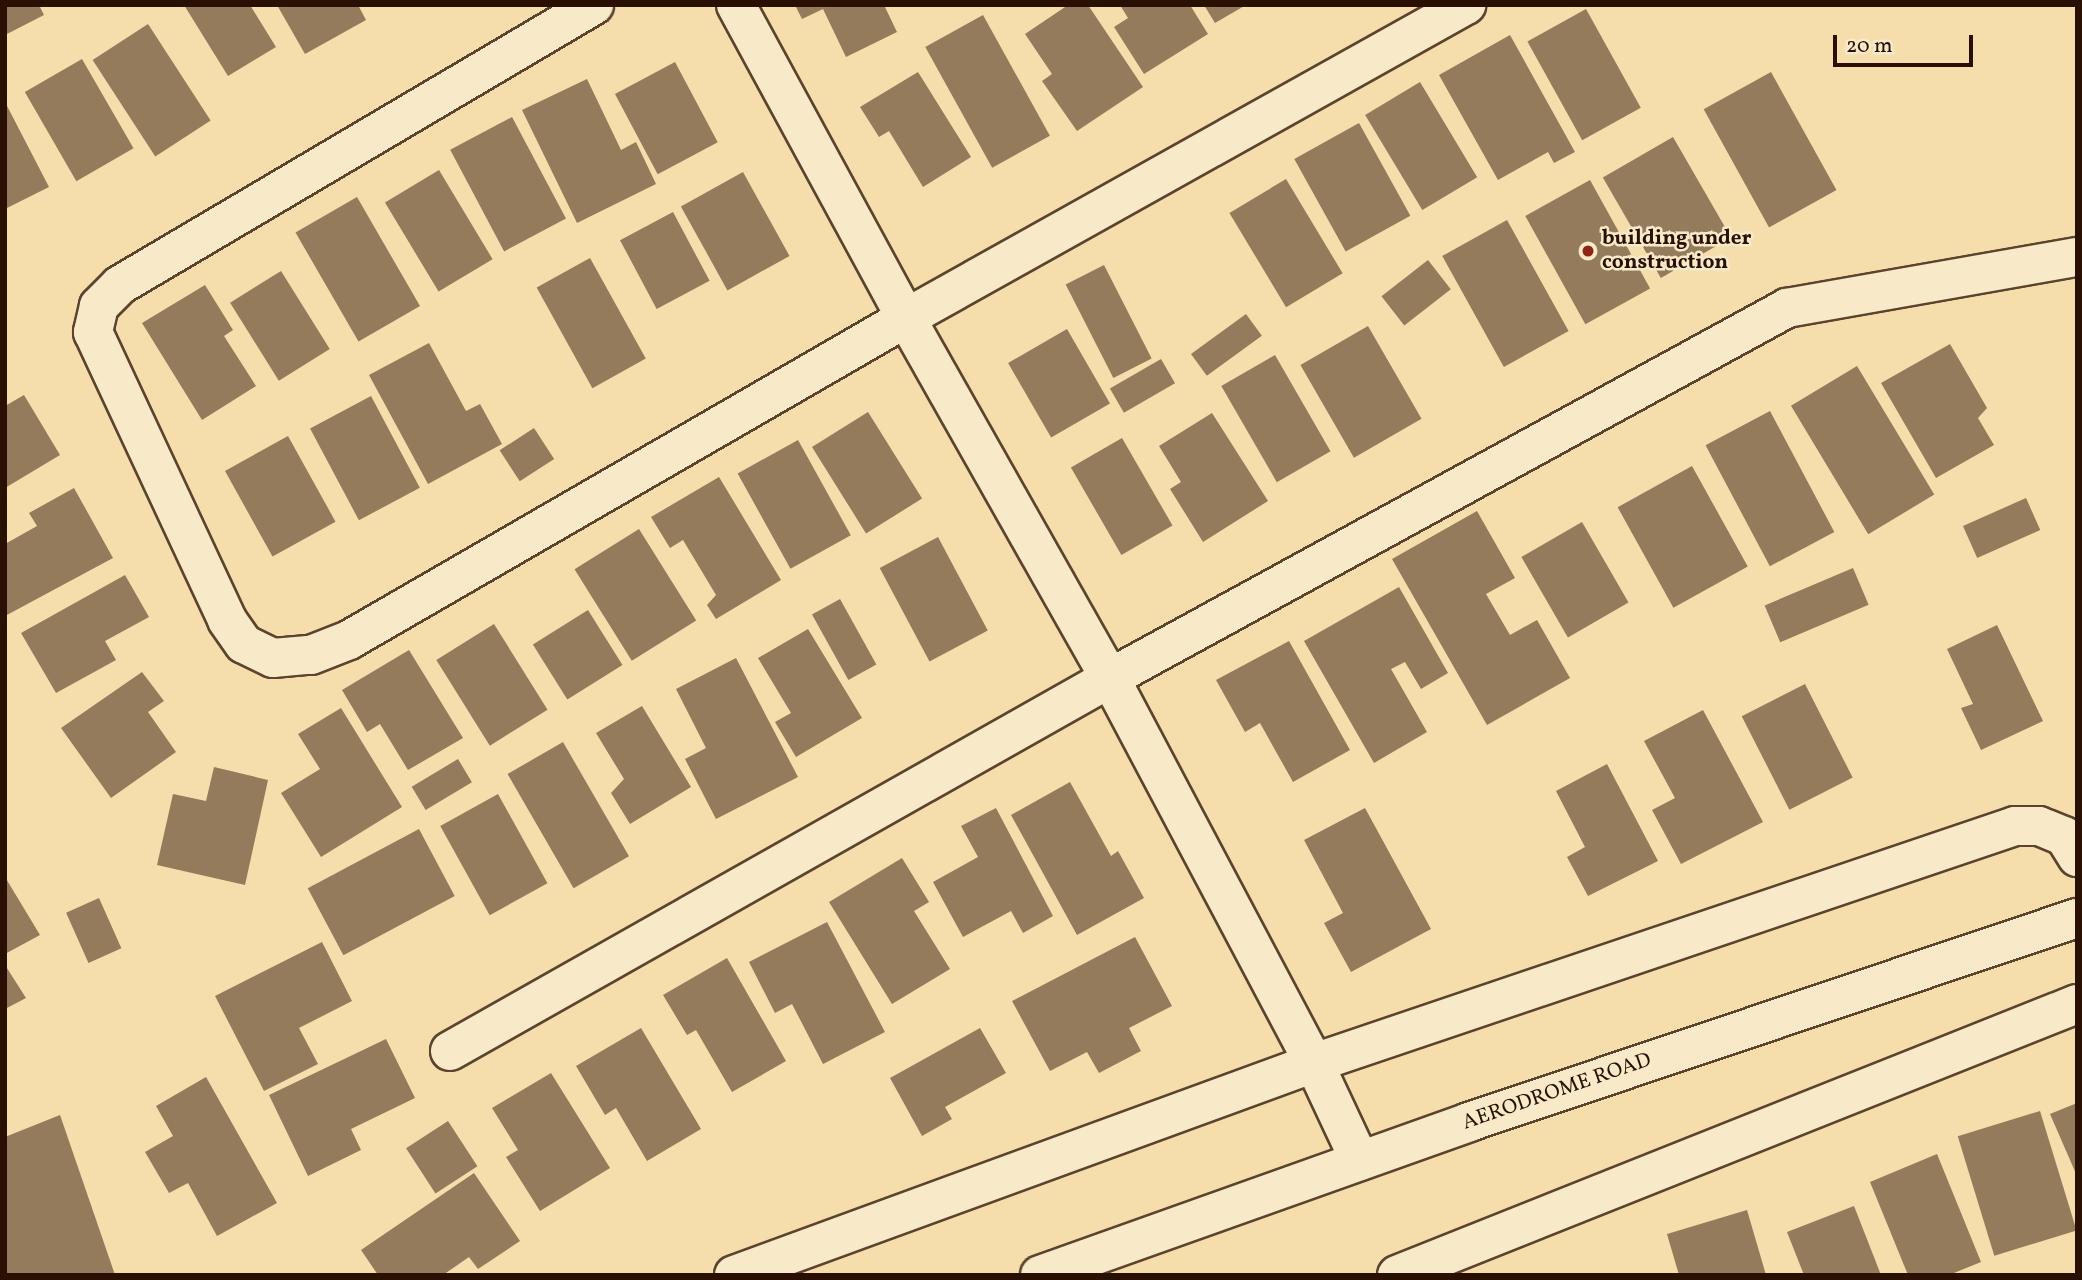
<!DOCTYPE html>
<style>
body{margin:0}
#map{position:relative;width:2082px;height:1280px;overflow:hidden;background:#f5ddac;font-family:Vollkorn,serif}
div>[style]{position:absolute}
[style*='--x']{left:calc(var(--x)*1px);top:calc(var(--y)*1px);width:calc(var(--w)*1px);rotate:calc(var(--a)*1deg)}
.building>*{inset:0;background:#937b5b;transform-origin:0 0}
.roads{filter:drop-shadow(2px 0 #5c432d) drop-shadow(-2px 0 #5c432d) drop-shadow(0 2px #5c432d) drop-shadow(0 -2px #5c432d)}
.street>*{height:38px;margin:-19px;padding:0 19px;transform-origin:19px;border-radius:19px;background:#f8e9c9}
.secondary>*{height:38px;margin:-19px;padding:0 19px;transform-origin:19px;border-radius:19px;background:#f8e9c9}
.dots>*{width:19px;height:19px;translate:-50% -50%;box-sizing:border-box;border:4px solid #f8e9c9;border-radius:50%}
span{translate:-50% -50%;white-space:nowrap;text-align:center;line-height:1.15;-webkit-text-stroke:5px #f8e9c9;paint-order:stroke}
.poi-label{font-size:21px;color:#291003;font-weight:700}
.left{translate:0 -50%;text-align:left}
.street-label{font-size:21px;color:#291003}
.frame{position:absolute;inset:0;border:7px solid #291003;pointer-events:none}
.scale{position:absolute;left:1833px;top:35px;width:140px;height:32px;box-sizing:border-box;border:4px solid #291003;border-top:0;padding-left:9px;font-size:21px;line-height:24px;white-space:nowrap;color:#291003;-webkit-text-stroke:5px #f8e9c9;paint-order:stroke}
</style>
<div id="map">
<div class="building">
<div style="clip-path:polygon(5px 5px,39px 5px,44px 15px,5px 35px)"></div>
<div style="clip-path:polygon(184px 5px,250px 5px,276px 47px,228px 76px)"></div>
<div style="clip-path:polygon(277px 5px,358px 5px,366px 20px,305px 54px)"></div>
<div style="clip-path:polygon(795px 5px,884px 5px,897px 32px,846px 57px,823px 9px,802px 19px)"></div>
<div style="clip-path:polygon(1068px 5px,1088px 5px,1143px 87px,1077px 131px,1042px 81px,1052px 74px,1025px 34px)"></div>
<div style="clip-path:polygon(1120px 5px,1190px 5px,1208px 34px,1144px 74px,1114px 27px,1128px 18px)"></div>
<div style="clip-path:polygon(1204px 5px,1246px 5px,1215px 23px)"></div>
<div style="left:1586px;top:9px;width:113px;height:67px;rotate:61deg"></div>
<div style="left:983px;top:15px;width:138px;height:66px;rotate:61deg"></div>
<div style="left:148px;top:24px;width:115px;height:66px;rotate:57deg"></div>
<div style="clip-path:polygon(1510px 35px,1575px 152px,1554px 163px,1548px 152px,1498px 180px,1439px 75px)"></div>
<div style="left:82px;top:59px;width:103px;height:66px;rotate:60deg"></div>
<div style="left:675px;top:62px;width:91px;height:68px;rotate:62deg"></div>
<div style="clip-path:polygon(918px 72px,971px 157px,923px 187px,889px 131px,879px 137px,860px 107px)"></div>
<div style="left:1771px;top:72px;width:135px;height:77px;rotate:61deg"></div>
<div style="clip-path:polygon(587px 79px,621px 150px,636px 142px,656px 184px,577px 223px,522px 110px)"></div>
<div style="left:1420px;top:82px;width:111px;height:64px;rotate:59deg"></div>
<div style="clip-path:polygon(5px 102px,49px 187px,5px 209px)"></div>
<div style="left:512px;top:117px;width:115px;height:70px;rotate:62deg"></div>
<div style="left:1359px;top:123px;width:106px;height:74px;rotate:61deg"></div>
<div style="left:1673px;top:137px;width:116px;height:81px;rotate:60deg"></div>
<div style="left:439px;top:170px;width:104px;height:63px;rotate:59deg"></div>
<div style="left:743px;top:172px;width:96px;height:71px;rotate:61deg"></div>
<div style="left:1286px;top:179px;width:110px;height:66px;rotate:59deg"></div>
<div style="left:1590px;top:180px;width:124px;height:74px;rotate:61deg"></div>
<div style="left:357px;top:197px;width:126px;height:71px;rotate:60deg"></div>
<div style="left:673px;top:212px;width:78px;height:60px;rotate:62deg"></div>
<div style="left:1507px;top:220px;width:127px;height:74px;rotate:61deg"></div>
<div style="left:590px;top:258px;width:115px;height:61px;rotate:61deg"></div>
<div style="left:1428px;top:260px;width:37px;height:59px;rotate:52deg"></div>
<div style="left:1104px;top:265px;width:105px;height:43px;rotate:63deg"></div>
<div style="left:281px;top:271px;width:92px;height:60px;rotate:58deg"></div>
<div style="clip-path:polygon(205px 285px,233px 330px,224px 336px,256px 386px,202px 420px,142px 323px)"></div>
<div style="left:1246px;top:314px;width:27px;height:68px;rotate:54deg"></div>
<div style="left:1368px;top:326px;width:107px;height:78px;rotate:60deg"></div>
<div style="left:1067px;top:329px;width:86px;height:68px;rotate:60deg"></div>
<div style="clip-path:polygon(429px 343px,466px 411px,480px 404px,502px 444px,428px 484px,369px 375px)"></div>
<div style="clip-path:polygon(1950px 344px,1987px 408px,1978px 418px,1994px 445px,1936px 478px,1881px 383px)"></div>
<div style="left:1275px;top:355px;width:111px;height:62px;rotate:60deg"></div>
<div style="left:1161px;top:359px;width:28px;height:59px;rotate:60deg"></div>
<div style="left:1857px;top:366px;width:150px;height:77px;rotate:59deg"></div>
<div style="clip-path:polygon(24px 395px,60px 455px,5px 488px,5px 406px)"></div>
<div style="left:371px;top:396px;width:104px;height:69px;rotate:62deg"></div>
<div style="left:1770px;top:411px;width:137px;height:73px;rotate:62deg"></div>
<div style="left:868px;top:412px;width:102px;height:66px;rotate:58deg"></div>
<div style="clip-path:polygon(1212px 413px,1268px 501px,1203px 542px,1170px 489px,1181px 482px,1159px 446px)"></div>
<div style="left:534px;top:428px;width:37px;height:41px;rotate:57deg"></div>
<div style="left:288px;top:436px;width:98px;height:72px;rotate:61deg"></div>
<div style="left:1122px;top:438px;width:101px;height:59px;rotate:60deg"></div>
<div style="left:798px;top:440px;width:109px;height:69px;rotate:61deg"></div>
<div style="left:1692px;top:466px;width:115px;height:85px;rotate:61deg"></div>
<div style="clip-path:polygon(719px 477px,781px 580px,716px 619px,707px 605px,716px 595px,683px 540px,670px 548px,651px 517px)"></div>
<div style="clip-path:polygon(74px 488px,113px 558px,5px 616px,5px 544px,37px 526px,29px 513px)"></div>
<div style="left:2026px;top:498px;width:35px;height:69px;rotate:66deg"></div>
<div style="clip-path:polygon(1477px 511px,1515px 578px,1486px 594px,1510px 635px,1537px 620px,1570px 678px,1487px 725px,1392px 559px)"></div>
<div style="left:1582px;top:522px;width:93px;height:70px;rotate:60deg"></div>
<div style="left:639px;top:529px;width:108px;height:76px;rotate:58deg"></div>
<div style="left:938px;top:537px;width:106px;height:66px;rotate:62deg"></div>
<div style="left:1853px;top:568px;width:40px;height:96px;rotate:67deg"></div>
<div style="clip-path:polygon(125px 575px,149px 617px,105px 641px,116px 660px,56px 693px,21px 633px)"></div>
<div style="clip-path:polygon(1399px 587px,1448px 673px,1421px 689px,1405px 662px,1391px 669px,1427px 732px,1374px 763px,1304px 641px)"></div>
<div style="left:840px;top:599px;width:75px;height:32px;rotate:61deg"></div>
<div style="left:588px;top:610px;width:65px;height:65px;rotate:58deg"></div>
<div style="left:494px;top:624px;width:101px;height:68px;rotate:58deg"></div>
<div style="clip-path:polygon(1997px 625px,2043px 721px,1981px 750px,1961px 708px,1973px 704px,1947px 649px)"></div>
<div style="clip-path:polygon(808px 629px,862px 718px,796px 757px,775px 722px,791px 713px,758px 658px)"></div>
<div style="clip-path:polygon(1289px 641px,1350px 750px,1293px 782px,1260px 723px,1245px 732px,1216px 680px)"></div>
<div style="clip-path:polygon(409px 650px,463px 738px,408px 770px,380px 724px,367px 732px,342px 690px)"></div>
<div style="clip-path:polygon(736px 658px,798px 777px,716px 819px,685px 759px,706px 748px,676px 689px)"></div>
<div style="clip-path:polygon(142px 672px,164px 701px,148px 712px,176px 752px,111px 798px,61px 728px)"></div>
<div style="left:1805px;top:684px;width:105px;height:71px;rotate:63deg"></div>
<div style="clip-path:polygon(642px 706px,691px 787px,630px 824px,611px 793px,624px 779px,596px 733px)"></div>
<div style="clip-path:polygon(341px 708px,402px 807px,321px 857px,281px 793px,320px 769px,298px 734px)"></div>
<div style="clip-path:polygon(1703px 710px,1763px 822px,1681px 864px,1652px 810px,1675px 798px,1644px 741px)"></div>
<div style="left:563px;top:742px;width:132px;height:64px;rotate:60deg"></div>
<div style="left:458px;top:759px;width:27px;height:54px;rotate:59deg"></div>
<div style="clip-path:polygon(1607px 764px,1658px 861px,1588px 896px,1567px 857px,1585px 847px,1556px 791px)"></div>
<div style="clip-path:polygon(214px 767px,268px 780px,245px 885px,157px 865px,173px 794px,206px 801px)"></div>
<div style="clip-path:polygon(1070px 782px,1111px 856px,1118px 851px,1144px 898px,1077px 935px,1011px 815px)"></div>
<div style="left:498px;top:794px;width:102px;height:66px;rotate:61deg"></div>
<div style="clip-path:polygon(996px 808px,1053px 916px,1023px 933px,1011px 911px,963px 937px,933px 882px,978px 857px,961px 826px)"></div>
<div style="clip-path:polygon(1365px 808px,1431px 929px,1351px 972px,1324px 923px,1343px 913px,1304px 840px)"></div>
<div style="left:419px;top:829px;width:76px;height:126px;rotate:62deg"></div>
<div style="clip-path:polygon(902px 858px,929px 902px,914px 911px,950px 969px,892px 1004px,829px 902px)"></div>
<div style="clip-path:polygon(5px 877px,40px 935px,5px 954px)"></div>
<div style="left:99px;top:898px;width:55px;height:36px;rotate:66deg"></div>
<div style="clip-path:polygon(827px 922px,885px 1032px,823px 1064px,792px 1004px,775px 1013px,749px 962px)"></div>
<div style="clip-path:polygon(1135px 937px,1172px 1006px,1129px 1028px,1141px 1051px,1099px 1073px,1087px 1052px,1050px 1071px,1012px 1001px)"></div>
<div style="clip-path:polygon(322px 942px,352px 1001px,299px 1028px,318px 1064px,264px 1091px,215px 996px)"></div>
<div style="clip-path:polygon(727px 958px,786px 1061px,732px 1092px,696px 1030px,687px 1035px,663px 995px)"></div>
<div style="clip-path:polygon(5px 965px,26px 998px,5px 1009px)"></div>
<div style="clip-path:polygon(641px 1028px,701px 1129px,647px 1161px,616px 1108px,605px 1115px,576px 1066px)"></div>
<div style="clip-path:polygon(980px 1028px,1006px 1073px,945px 1107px,952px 1119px,922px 1136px,890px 1078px)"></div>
<div style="clip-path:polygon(386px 1039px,415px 1098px,351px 1129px,361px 1150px,308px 1176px,269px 1095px)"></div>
<div style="clip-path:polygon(551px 1073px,610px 1168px,540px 1211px,506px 1157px,518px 1150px,492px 1108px)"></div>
<div style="clip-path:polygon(206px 1077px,277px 1203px,217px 1236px,188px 1183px,169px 1193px,145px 1152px,173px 1136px,156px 1106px)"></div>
<div style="clip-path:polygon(2077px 1103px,2077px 1176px,2050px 1114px)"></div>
<div style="left:2040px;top:1111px;width:125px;height:86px;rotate:73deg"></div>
<div style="clip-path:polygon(60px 1115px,115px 1275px,5px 1275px,5px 1137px)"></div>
<div style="left:448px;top:1121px;width:54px;height:50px;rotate:57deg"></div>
<div style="clip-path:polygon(1937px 1154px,1981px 1262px,1949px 1275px,1908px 1275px,1870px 1182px)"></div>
<div style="clip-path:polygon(474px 1173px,520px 1241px,478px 1269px,469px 1257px,443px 1275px,378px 1275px,361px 1250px)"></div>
<div style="clip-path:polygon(1854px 1206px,1881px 1275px,1804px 1275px,1787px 1232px)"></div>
<div style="clip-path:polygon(1747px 1210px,1766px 1275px,1679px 1275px,1667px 1234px)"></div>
</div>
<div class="roads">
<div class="street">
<div style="--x:594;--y:5;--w:551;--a:149.43"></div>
<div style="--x:120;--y:285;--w:30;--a:135"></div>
<div style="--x:99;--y:306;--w:27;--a:103"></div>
<div style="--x:93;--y:332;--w:318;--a:65"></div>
<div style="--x:227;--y:620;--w:29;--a:55"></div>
<div style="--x:244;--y:644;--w:32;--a:26"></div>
<div style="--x:273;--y:658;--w:38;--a:-5"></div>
<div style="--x:311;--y:655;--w:41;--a:-21.5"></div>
<div style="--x:349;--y:640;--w:643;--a:-30.03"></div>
<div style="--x:906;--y:318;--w:642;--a:-29.2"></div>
<div style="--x:736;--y:5;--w:356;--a:61.5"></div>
<div style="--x:906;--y:318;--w:414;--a:60.5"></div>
<div style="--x:1110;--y:678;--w:436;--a:62.1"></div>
<div style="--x:1314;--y:1063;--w:108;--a:64.9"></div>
<div style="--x:450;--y:1051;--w:758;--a:-29.47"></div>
<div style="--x:1110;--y:678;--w:772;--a:-28.66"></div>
<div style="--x:1787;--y:308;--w:294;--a:-10"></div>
<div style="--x:734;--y:1275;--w:618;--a:-20.08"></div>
<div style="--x:1314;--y:1063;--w:740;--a:-18.68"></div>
<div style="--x:2015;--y:826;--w:24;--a:0"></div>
<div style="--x:2039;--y:826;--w:27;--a:22"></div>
<div style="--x:2064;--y:836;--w:25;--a:58"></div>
<div style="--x:1397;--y:1275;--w:732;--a:-21.73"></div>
</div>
<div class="secondary">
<div style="--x:1040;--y:1275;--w:455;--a:-19.6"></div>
<div style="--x:1469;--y:1122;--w:641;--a:-18.55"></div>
</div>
</div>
<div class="dots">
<div style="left:1588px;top:251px;background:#8f2418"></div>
</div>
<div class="poi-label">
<span class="left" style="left:1602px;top:251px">building under<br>construction</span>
</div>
<div class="street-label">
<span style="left:1557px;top:1092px;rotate:-19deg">AERODROME ROAD</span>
</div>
<div class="frame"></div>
<div class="scale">20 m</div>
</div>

******

▸ **Exercise directions**: Output, line for line and exactly, the records above from their first line through the one with "0 #5c432d) drop-shadow(-2px", both ends included, but no pictures.

▸ **Task result**:
<!DOCTYPE html>
<style>
body{margin:0}
#map{position:relative;width:2082px;height:1280px;overflow:hidden;background:#f5ddac;font-family:Vollkorn,serif}
div>[style]{position:absolute}
[style*='--x']{left:calc(var(--x)*1px);top:calc(var(--y)*1px);width:calc(var(--w)*1px);rotate:calc(var(--a)*1deg)}
.building>*{inset:0;background:#937b5b;transform-origin:0 0}
.roads{filter:drop-shadow(2px 0 #5c432d) drop-shadow(-2px 0 #5c432d) drop-shadow(0 2px #5c432d) drop-shadow(0 -2px #5c432d)}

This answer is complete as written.